Я уже не плакала, а рыдала, захлебываясь, и книга стала вся мокрая и сморщенная. Так он не винил меня! Не винил, а оправдывал, понимал, горевал вместе со мной.

«…Я чувствовал, что она близка мне, что она моя, что нам нельзя друг без друга…»

«В последние годы у Анны Алексеевны уже бывало другое настроение… она выказывала странное раздражение против меня, что бы я ни говорил, она не соглашалась со мной. Когда я ронял что-нибудь, она говорила холодно: поздравляю вас».

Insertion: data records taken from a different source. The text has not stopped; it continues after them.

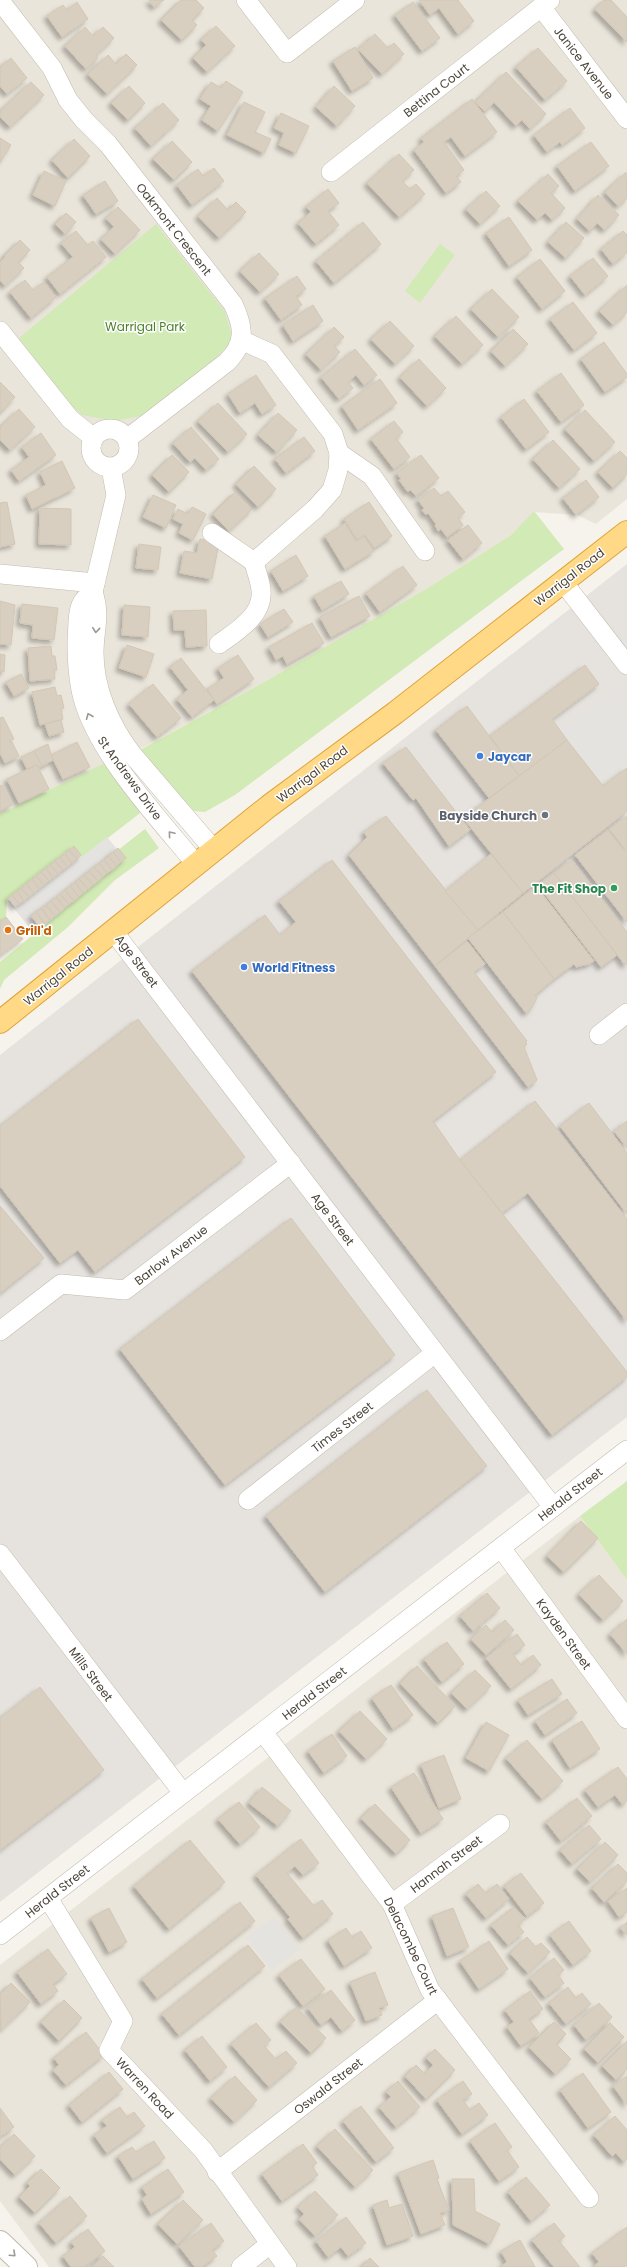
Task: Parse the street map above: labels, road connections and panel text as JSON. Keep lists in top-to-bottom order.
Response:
{
  "streets": {
    "highway": ["Warrigal Road"],
    "street": [
      "Janice Avenue",
      "Bettina Court",
      "Oakmont Crescent",
      "St Andrews Drive",
      "Age Street",
      "Barlow Avenue",
      "Times Street",
      "Herald Street",
      "Kayden Street",
      "Mills Street",
      "Hannah Street",
      "Delacombe Court",
      "Oswald Street",
      "Warren Road"
    ]
  },
  "crossings": [
    ["Janice Avenue", "Bettina Court"],
    ["Oakmont Crescent", "St Andrews Drive"],
    ["Warrigal Road", "St Andrews Drive"],
    ["Warrigal Road", "Age Street"],
    ["Age Street", "Barlow Avenue"],
    ["Age Street", "Times Street"],
    ["Age Street", "Herald Street"],
    ["Herald Street", "Kayden Street"],
    ["Herald Street", "Mills Street"],
    ["Herald Street", "Delacombe Court"],
    ["Herald Street", "Warren Road"],
    ["Hannah Street", "Delacombe Court"],
    ["Delacombe Court", "Oswald Street"],
    ["Oswald Street", "Warren Road"]
  ],
  "parks": ["Warrigal Park"],
  "places": [
    "Jaycar",
    "Bayside Church",
    "The Fit Shop",
    "Grill'd",
    "World Fitness"
  ]
}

О, как же! Я помню, как я «поздравила» его, когда он один раз уронил свою шапку в грязь. Ему, вероятно, вздумалось откинуть по привычке прядь волос, и он махнул рукой по шапке.

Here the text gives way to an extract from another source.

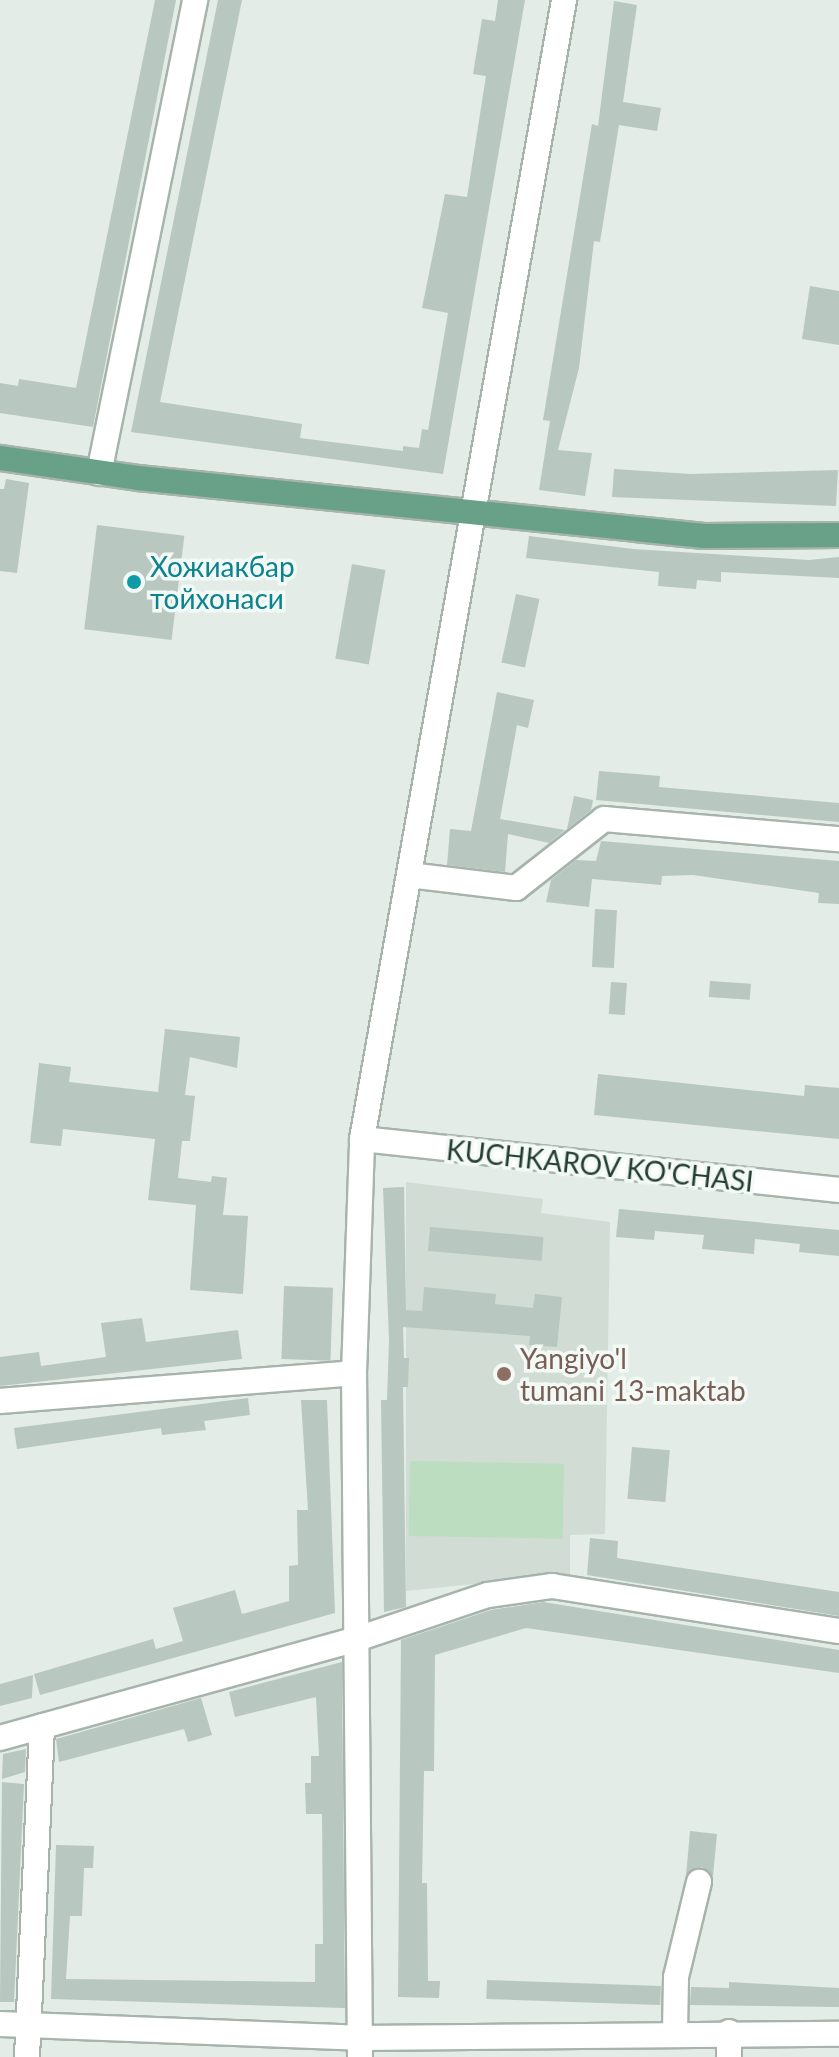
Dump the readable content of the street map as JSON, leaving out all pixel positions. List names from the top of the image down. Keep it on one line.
{"streets":{"street":["KUCHKAROV KO'CHASI"]},"places":["Хожиакбар тойхонаси","Yangiyo'l tumani 13-maktab"]}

Но ведь я раздражалась больше всего, когда мучительнее, отчаяннее любила его.

Но и это он понимал и прощал.

Алехин и Анна простились навсегда, в вагоне. Она уезжала.

«Когда тут, в купе, взгляды наши встретились, душевные силы оставили нас обоих, я обнял ее, она прижалась лицом к моей груди, и слезы потекли из глаз; целуя ее лицо, плечи, руки, мокрые от слез, о, как мы были с ней несчастны! — я признался ей в своей любви, и со жгучей болью в сердце я понял, как ненужно, мелко и как обманчиво было все то, что мешало нам любить. Я понял, что когда любишь, то в своих рассуждениях об этой любви надо исходить от высшего, от более важного, чем счастье или несчастье, грех или добродетель, в их ходячем смысле, или не нужно рассуждать вовсе».

Я дочла и легла головой на книгу.

Из какого «высшего» надо исходить — я не поняла. И что более важно, чем счастье или несчастье, грех или добродетель, — я тоже не знала. Знала и понимала я только одно: что жизнь защемила меня и что освободиться из этих тисков невозможно, — если семья мешала мне быть счастливой с Антоном Павловичем, то Антон Павлович мешал мне быть счастливой с моей семьей. Надо было разорвать душу пополам.

Что он хотел сказать словами: «Как ненужно, мелко и обманчиво было все то, что мешало нам любить»?

Мне мешало то, что я любила мужа и детей. В этом я не видала ничего ненужного, мелкого и обманчивого. И что он понял нового — я вообразить себе не могла. Оставалась все та же безнадежность и безвыходность.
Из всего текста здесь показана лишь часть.